Covid-19 has had a huge impact on the sector and it’s “been extremely hard recently for community activists to feel there’s a continuing purpose and energy in the work we do,” Jessica says. “The last couple of years have completely floored people and there’s a palpable feeling that we’re trying to put a sticking plaster on a burning ball of fire. I’m really looking forward to being with a group of people who have still got some faith and hope and a sense of collective responsibility, but also, of collective possibility.”
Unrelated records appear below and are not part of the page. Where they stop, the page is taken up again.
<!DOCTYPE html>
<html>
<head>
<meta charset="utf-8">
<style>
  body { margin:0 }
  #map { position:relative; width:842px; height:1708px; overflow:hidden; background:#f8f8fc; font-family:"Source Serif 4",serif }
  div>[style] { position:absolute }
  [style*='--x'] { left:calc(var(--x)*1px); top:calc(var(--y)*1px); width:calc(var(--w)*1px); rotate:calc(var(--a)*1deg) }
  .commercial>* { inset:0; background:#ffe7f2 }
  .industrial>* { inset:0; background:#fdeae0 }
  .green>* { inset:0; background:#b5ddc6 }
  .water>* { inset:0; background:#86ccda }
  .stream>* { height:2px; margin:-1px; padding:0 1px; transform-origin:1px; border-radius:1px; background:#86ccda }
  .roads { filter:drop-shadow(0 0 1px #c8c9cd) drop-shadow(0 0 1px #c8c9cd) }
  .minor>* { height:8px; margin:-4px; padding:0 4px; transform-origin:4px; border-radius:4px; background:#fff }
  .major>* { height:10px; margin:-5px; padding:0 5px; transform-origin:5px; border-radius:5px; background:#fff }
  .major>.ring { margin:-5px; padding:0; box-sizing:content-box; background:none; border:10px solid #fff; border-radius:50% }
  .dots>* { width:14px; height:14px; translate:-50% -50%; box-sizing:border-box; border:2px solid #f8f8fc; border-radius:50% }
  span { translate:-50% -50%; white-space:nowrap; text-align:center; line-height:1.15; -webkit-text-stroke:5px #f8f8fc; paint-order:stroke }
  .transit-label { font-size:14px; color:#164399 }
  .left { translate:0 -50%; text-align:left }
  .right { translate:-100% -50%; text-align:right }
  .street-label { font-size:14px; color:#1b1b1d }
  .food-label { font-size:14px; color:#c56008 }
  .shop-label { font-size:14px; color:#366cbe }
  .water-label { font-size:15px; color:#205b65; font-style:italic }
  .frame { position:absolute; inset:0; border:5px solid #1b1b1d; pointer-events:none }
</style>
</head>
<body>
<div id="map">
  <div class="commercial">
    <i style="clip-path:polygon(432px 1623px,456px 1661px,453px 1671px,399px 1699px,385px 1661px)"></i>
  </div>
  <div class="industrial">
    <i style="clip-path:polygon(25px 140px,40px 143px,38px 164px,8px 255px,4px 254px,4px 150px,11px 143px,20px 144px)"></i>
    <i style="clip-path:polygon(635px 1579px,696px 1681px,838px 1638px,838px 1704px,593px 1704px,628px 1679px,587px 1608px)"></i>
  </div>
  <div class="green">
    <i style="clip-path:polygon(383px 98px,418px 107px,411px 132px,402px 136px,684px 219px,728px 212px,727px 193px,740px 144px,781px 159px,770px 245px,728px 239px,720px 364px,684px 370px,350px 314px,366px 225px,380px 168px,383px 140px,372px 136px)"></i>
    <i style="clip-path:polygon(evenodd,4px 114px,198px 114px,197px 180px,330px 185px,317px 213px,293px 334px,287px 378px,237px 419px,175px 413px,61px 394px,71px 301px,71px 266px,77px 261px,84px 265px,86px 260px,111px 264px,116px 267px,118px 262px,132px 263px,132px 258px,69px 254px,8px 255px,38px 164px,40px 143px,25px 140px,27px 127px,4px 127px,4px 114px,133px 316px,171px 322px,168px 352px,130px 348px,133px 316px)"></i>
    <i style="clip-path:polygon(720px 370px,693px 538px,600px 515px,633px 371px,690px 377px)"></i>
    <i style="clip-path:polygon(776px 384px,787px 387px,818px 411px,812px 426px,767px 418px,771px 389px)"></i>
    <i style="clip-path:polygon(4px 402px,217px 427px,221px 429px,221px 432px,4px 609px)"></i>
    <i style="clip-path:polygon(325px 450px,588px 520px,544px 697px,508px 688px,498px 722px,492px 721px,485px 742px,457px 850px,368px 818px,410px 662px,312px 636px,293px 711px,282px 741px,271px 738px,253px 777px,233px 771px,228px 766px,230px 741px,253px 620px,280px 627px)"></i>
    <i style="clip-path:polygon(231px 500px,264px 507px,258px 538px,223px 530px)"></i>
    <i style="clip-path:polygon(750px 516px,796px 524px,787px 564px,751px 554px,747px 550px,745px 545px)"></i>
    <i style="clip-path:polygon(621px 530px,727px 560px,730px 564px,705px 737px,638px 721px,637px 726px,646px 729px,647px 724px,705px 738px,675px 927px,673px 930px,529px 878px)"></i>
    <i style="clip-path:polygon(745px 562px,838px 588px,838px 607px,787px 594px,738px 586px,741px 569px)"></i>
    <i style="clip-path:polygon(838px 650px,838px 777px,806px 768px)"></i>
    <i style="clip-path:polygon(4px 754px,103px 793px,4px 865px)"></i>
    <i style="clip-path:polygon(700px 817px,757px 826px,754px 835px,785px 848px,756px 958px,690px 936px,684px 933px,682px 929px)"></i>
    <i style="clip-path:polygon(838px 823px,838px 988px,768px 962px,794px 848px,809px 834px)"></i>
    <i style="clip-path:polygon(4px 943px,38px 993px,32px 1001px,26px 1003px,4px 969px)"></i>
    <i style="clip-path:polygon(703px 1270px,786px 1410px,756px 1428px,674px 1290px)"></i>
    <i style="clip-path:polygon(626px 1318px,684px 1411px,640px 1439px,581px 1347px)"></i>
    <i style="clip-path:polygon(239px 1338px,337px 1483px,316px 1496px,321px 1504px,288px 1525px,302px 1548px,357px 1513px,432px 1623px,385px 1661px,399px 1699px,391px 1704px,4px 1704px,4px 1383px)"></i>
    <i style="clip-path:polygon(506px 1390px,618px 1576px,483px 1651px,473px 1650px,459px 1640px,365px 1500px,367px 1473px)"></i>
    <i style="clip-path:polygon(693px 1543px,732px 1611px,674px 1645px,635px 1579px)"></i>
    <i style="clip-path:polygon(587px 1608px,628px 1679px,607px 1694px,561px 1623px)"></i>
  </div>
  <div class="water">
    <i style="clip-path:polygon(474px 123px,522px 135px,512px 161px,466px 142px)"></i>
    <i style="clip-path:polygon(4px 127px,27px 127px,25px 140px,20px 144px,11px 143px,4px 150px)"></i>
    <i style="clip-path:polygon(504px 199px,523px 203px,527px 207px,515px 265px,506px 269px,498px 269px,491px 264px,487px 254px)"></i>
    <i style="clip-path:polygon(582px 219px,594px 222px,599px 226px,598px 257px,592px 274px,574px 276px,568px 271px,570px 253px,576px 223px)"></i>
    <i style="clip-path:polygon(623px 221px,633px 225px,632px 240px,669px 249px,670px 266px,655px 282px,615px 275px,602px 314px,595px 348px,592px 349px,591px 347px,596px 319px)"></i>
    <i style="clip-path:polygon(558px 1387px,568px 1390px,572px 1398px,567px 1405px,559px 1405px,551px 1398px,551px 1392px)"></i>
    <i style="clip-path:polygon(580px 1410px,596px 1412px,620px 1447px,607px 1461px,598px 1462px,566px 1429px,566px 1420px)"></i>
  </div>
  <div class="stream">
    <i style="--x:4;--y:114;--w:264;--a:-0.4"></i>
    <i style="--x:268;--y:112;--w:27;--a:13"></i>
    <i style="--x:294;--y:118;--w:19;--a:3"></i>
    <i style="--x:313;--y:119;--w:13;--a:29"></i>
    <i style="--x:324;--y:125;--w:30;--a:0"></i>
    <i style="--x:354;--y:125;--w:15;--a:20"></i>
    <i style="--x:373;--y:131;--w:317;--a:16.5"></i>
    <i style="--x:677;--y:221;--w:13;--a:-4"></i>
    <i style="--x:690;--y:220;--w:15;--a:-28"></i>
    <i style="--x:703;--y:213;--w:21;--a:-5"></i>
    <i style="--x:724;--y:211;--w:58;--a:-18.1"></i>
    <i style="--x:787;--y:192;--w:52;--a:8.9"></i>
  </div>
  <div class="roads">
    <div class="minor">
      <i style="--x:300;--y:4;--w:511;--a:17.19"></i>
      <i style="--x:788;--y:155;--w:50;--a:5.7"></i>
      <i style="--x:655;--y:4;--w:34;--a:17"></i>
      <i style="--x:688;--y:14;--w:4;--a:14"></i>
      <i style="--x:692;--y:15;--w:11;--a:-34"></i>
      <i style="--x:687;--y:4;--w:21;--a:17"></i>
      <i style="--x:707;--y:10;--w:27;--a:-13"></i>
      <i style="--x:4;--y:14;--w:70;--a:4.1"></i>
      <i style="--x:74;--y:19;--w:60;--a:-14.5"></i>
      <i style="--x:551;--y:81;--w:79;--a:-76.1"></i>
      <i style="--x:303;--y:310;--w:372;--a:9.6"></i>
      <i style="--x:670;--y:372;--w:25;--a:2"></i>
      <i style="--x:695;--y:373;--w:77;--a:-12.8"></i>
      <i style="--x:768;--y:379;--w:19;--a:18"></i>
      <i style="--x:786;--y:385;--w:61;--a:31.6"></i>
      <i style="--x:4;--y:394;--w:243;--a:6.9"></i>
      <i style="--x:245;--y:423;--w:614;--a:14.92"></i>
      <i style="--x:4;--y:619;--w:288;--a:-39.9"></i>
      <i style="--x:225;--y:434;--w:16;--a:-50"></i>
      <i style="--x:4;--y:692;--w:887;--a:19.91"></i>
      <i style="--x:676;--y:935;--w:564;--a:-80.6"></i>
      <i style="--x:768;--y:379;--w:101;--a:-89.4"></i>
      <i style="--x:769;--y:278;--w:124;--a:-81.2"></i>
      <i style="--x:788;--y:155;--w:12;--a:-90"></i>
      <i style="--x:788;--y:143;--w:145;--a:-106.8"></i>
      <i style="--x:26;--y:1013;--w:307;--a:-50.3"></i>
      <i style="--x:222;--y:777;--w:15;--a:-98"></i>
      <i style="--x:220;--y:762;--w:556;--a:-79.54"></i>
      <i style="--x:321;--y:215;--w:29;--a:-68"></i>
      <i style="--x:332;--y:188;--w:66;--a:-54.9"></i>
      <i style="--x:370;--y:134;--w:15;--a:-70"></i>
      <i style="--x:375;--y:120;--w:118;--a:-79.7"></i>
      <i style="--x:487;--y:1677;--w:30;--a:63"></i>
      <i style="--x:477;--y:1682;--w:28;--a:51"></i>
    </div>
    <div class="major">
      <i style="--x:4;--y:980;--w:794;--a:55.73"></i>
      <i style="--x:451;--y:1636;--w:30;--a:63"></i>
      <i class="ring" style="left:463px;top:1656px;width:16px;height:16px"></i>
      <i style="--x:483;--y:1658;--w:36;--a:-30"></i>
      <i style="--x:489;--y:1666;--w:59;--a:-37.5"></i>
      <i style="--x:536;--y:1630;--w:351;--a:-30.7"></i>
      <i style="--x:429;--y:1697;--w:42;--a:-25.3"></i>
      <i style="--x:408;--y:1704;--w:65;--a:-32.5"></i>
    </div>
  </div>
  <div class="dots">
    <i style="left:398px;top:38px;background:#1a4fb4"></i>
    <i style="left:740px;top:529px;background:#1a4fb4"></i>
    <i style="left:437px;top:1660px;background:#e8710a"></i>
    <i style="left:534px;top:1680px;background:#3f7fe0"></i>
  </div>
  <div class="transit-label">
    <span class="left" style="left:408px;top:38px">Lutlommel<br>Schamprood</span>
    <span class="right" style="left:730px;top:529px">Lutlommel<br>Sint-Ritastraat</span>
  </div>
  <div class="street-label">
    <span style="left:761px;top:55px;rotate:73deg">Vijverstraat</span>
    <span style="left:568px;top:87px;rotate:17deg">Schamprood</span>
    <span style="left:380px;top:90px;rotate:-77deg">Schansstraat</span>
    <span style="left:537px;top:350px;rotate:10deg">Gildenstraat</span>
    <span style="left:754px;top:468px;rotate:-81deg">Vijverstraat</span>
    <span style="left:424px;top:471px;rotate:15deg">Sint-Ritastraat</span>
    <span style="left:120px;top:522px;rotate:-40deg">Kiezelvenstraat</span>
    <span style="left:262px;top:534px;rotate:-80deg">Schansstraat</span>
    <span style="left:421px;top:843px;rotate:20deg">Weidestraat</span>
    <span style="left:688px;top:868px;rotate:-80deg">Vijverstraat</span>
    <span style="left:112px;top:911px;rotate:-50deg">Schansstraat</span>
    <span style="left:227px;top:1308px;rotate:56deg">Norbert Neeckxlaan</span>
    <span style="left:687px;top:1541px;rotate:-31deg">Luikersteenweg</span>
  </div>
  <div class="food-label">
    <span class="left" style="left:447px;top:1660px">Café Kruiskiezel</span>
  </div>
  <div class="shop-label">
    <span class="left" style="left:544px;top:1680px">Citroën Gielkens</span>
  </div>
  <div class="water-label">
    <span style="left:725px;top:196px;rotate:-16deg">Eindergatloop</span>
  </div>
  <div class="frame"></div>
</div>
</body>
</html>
What do the organisers hope people will get out of the festival? “A sense of collectivity, the building of relationships and social ties,” says Jonny. “One of the aims of the festival is to create a space outside the particular interests of any one organisation, which tends to happen with conferences. That diversity of having a local government representative next to a member of an unfunded community association, next to someone from a worker co-op, next to someone that might be a senior member of a business federation, that’s what we’re aiming for.”
There will be a fallow year in 2023 (although an urban event is planned for 19-20 May 2023 at Stretford Public Hall, Manchester) and Stir to Action is looking for a new, larger site for 2024. They also keep the event accessible by working with the sponsors to give away free tickets – and also have a 25 tickets for £25 offer for those from marginalised communities, young adults (aged 18-35), disabled individuals (with free companion tickets available), and those living in areas of deprivation.